Figure 5. Galectin-3 deficiency leads to improved lung pathology, reduced leukocyte accumulation and reduced cell death upon pulmonary F.n. infection.

(A) Lungs from mock infected and F.n. infected wild-type (WT) or galectin-3^−/− mice were harvested at the septic phase (3 d. p.i.), embedded in optimal-cutting-temperature (OCT) compound, and sectioned as described in Materials and Methods. The frozen sections were stained with Hematoxylin and Eosin. The images obtained are representatives of three experiments performed, and in each experiment each group contained three mice. Magnification, ×200. (B). Lungs from mock infected and F.n. infected WT or galectin-3^−/− mice were harvested 3 days after intranasal infection. Total immune cells infiltrating the lungs were isolated by collagenase treatment of lungs as described in Materials and Methods. Total numbers of viable immune cells were counted by trypan blue exclusion staining (n = 5–6). Statistical analysis between the data sets was performed by Student’s t test where **p<0.005. (C). Frozen lung sections from mock infected and Francisella infected WT or galectin-3^−/− mice were processed for in-situ TUNEL staining for detection of DNA fragmentation (red) in nuclei. Nuclei (blue) were stained with 4′,6′-diamidino-2-phenylindole dilactate. Magnification, ×100.

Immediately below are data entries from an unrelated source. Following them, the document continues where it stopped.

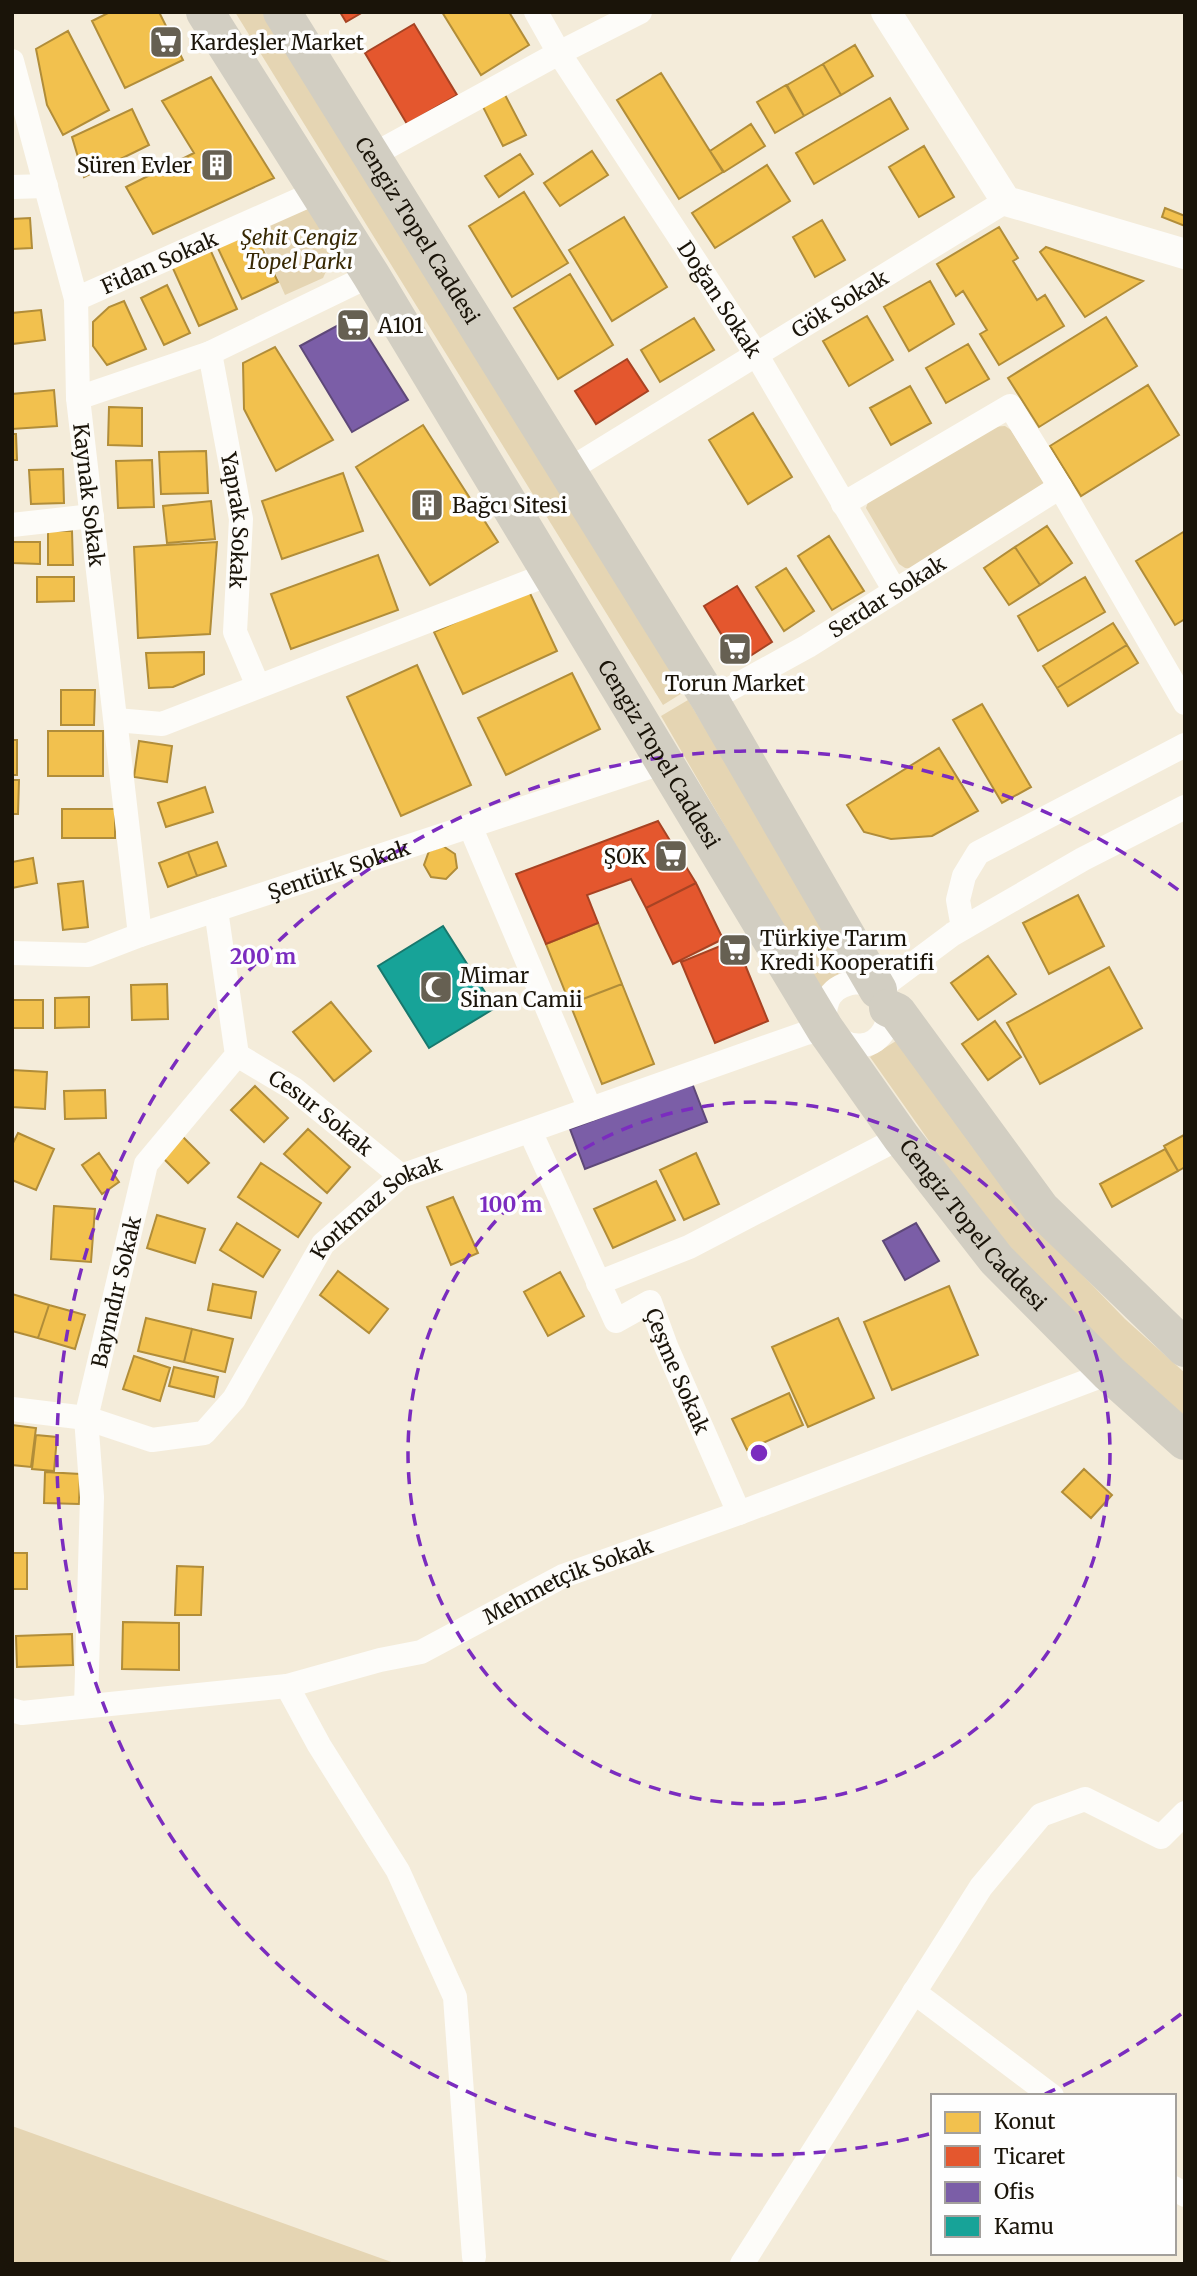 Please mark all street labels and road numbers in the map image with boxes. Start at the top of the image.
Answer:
street label: Cengiz Topel Caddesi [349,132,486,329]
street label: Fidan Sokak [97,224,222,300]
street label: Doğan Sokak [672,235,768,363]
street label: Gök Sokak [786,263,894,343]
street label: Kaynak Sokak [67,422,111,569]
street label: Yaprak Sokak [215,449,255,590]
street label: Serdar Sokak [823,549,951,643]
street label: Cengiz Topel Caddesi [592,655,727,853]
street label: Şentürk Sokak [264,833,414,905]
street label: Cesur Sokak [264,1064,379,1162]
street label: Cengiz Topel Caddesi [894,1134,1053,1316]
street label: Korkmaz Sokak [304,1149,446,1264]
street label: Bayındır Sokak [85,1213,147,1370]
street label: Çeşme Sokak [640,1304,717,1439]
street label: Mehmetçik Sokak [478,1531,657,1630]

Figure 6. Galectin-3^−/− mice show improved survival during pulmonary F.n. infection.

(A). Fifteen C57Bl/6 WT and 17 galectin-3^−/− mice in 3 separate experiments were inoculated intranasally with F. novicida and were monitored for survival daily for 2 weeks. The improved survival of galectin-3^−/− mice compared to WT mice was statistically significant, as determined by Kaplan-Meier log-rank analysis (P value*** = 0.0003). (B) Bacterial burdens in lungs harvested from F. novicida infected WT and galectin-3^−/− mice at 3 d.p.i. Lungs and liver were harvested from infected mice, homogenized as described in Materials and Methods. Tissue homogenates and blood harvested at the same time, were serially diluted and plated on TSA plates to enumerate bacterial burdens. In this representative of three independent experiments, each group contained three to five mice.